NBCRightNow.com - Up until now the states of Washington and Colorado have been left in the dark when it comes to how the federal government wants to regulate recreational marijuana. Even states that have legalized medicinal marijuana have faced concerns, including not being able to use credit cards or checks when depositing store profits.
The Financial Crimes Enforcement Network, in coordination with the U.S. Justice Department, on Friday released guidance to clarify how banks can do business with marijuana sellers. It's another step toward enabling a legalized marijuana industry to operate in the United States.
The new guidance is intended to increase availability of financial services for legal marijuana businesses.
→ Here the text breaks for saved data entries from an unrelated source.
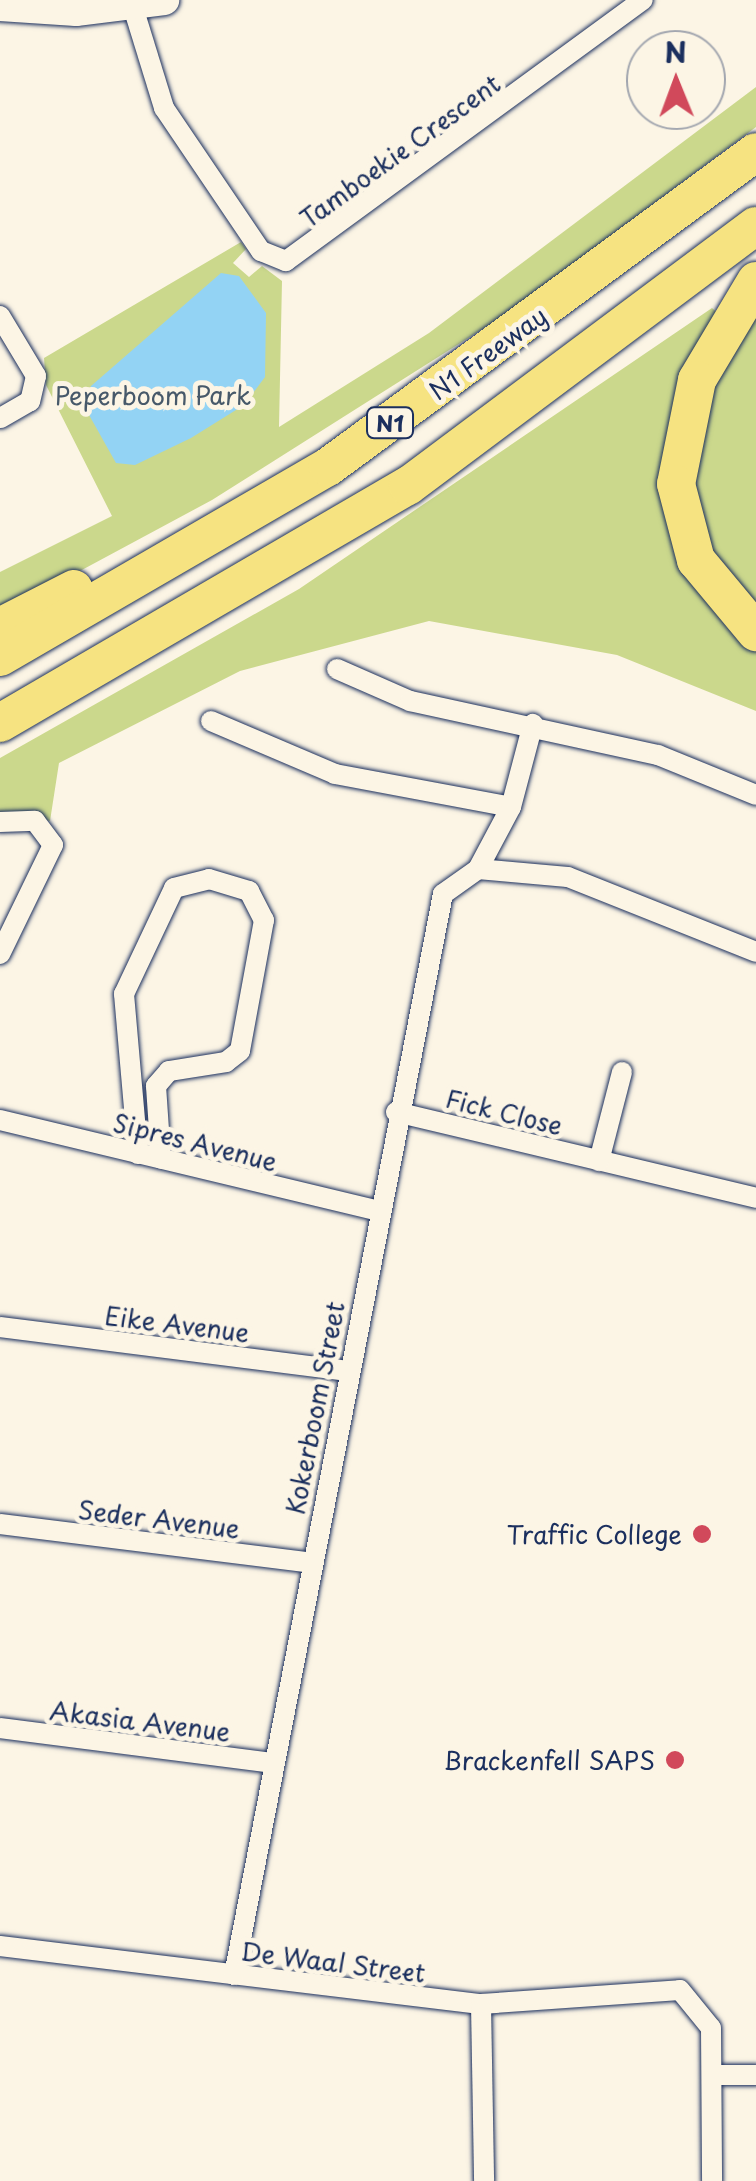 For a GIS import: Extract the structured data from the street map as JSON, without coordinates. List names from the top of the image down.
{
  "streets": {
    "highway": ["N1 Freeway", "N1"],
    "street": [
      "Tamboekie Crescent",
      "Fick Close",
      "Sipres Avenue",
      "Eike Avenue",
      "Kokerboom Street",
      "Seder Avenue",
      "Akasia Avenue",
      "De Waal Street"
    ]
  },
  "crossings": [
    ["Fick Close", "Kokerboom Street"],
    ["Sipres Avenue", "Kokerboom Street"],
    ["Eike Avenue", "Kokerboom Street"],
    ["Kokerboom Street", "Seder Avenue"],
    ["Kokerboom Street", "Akasia Avenue"],
    ["Kokerboom Street", "De Waal Street"]
  ],
  "parks": ["Peperboom Park"],
  "places": ["Traffic College", "Brackenfell SAPS"],
  "north": "top"
} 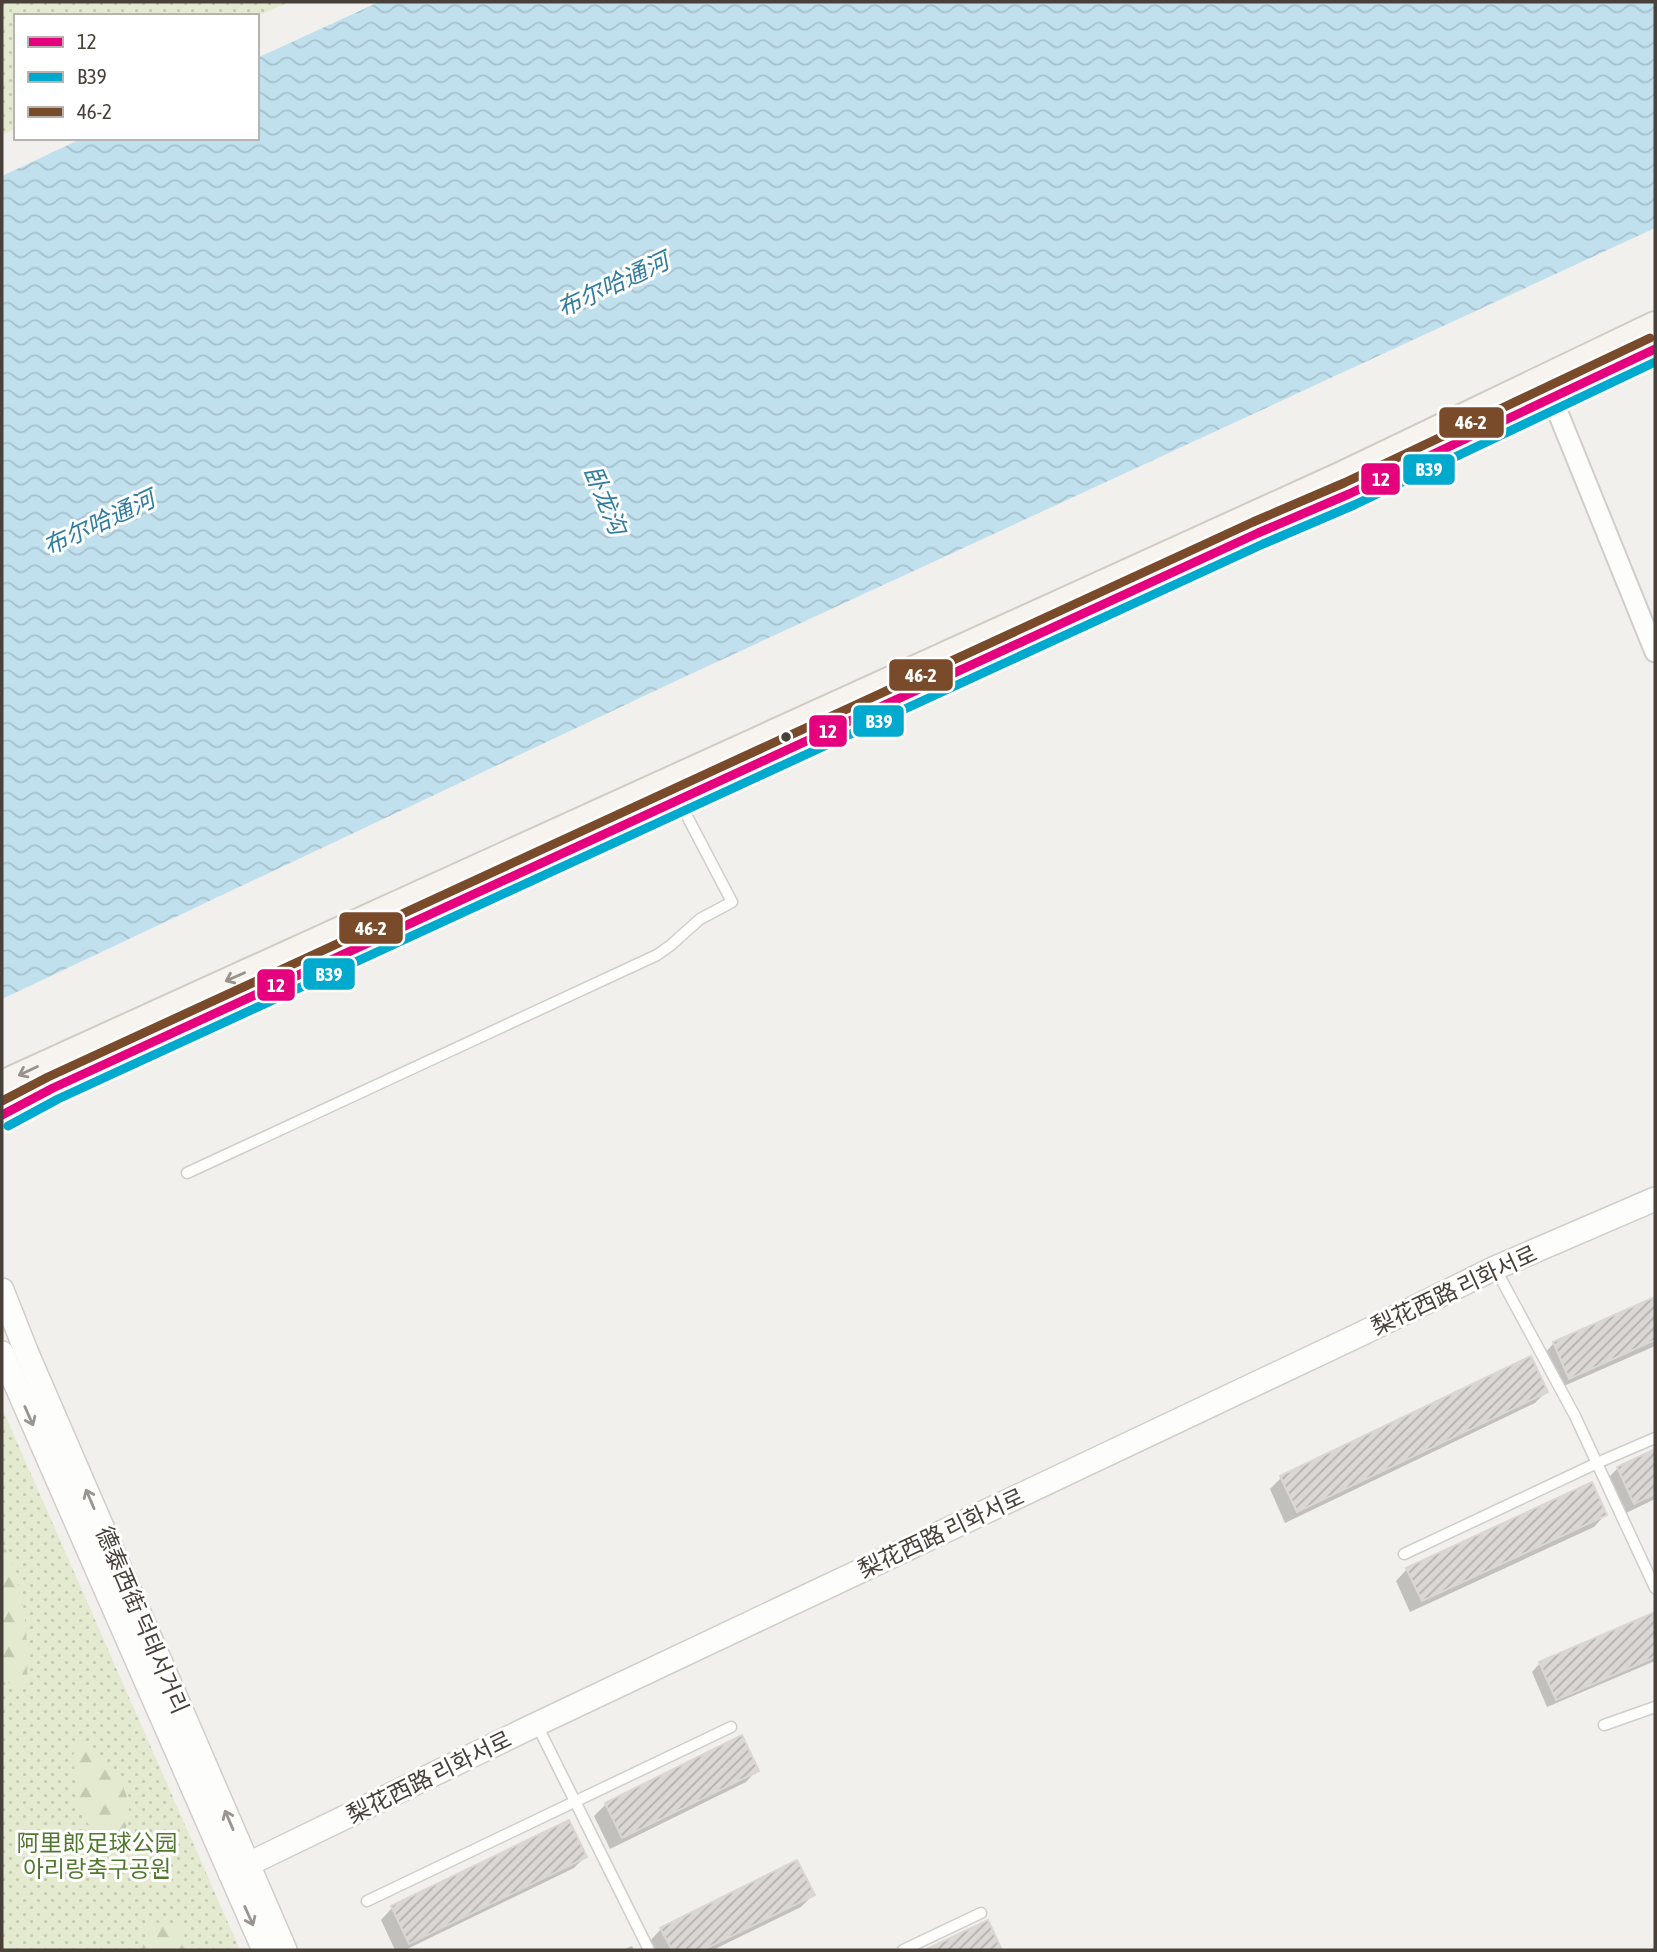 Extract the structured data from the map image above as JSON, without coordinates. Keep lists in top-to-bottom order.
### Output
{
  "streets": {
    "street": ["梨花西路 리화서로", "德泰西街 덕태서거리"]
  },
  "crossings": [
    ["梨花西路 리화서로", "德泰西街 덕태서거리"]
  ],
  "water": ["布尔哈通河", "卧龙沟"],
  "parks": ["阿里郎足球公园 아리랑축구공원"],
  "lines": ["transit line 46-2", "transit line 12", "transit line B39"],
  "legend": ["12", "B39", "46-2"]
}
But it still preserves the government's power to enforce criminal laws.
1. verifying with the appropriate state authorities whether the business is duly licensed and registered
2. reviewing the license application (and related documentation) submitted by the business for obtaining a state license to operate its marijuana related business
3. requesting from state licensing and enforcement authorities available information about the business and related parties
4. developing an understanding of the normal and expected activity for the business, including the types of products to be sold and the type of customers to be served (e.g., medical versus recreational customers)
5. ongoing monitoring of publicly available sources for adverse information about the business and related parties
6. ongoing monitoring for suspicious activity, including for any of the red flags described in this guidance
7. refreshing information obtained as part of customer due diligence on a periodic basis and commensurate with the risk.
Retailers have been long awaiting Friday's announcement, since marijuana businesses only run on cash. That's because credit cards, debit cards, and checks are all tied into federal rules and regulations, and the federal government still considers marijuana an illegal drug.
Back in January, Visa, Mastercard, and American Express announced they were all forbidding credit card customers from charging marijuana, even for medical purposes. At the time, a spokesperson from Mastercard said the company was working with the Federal Government to set new rules for charging pot.
The guidance comes after Washington and Colorado became the first states in the nation to approve recreational use of marijuana. A citizens' group is hoping to make Alaska the third state to do so. The federal government, in the past, has said marijuana is a Schedule 1 drug, equivalent to drugs like heroin and meth.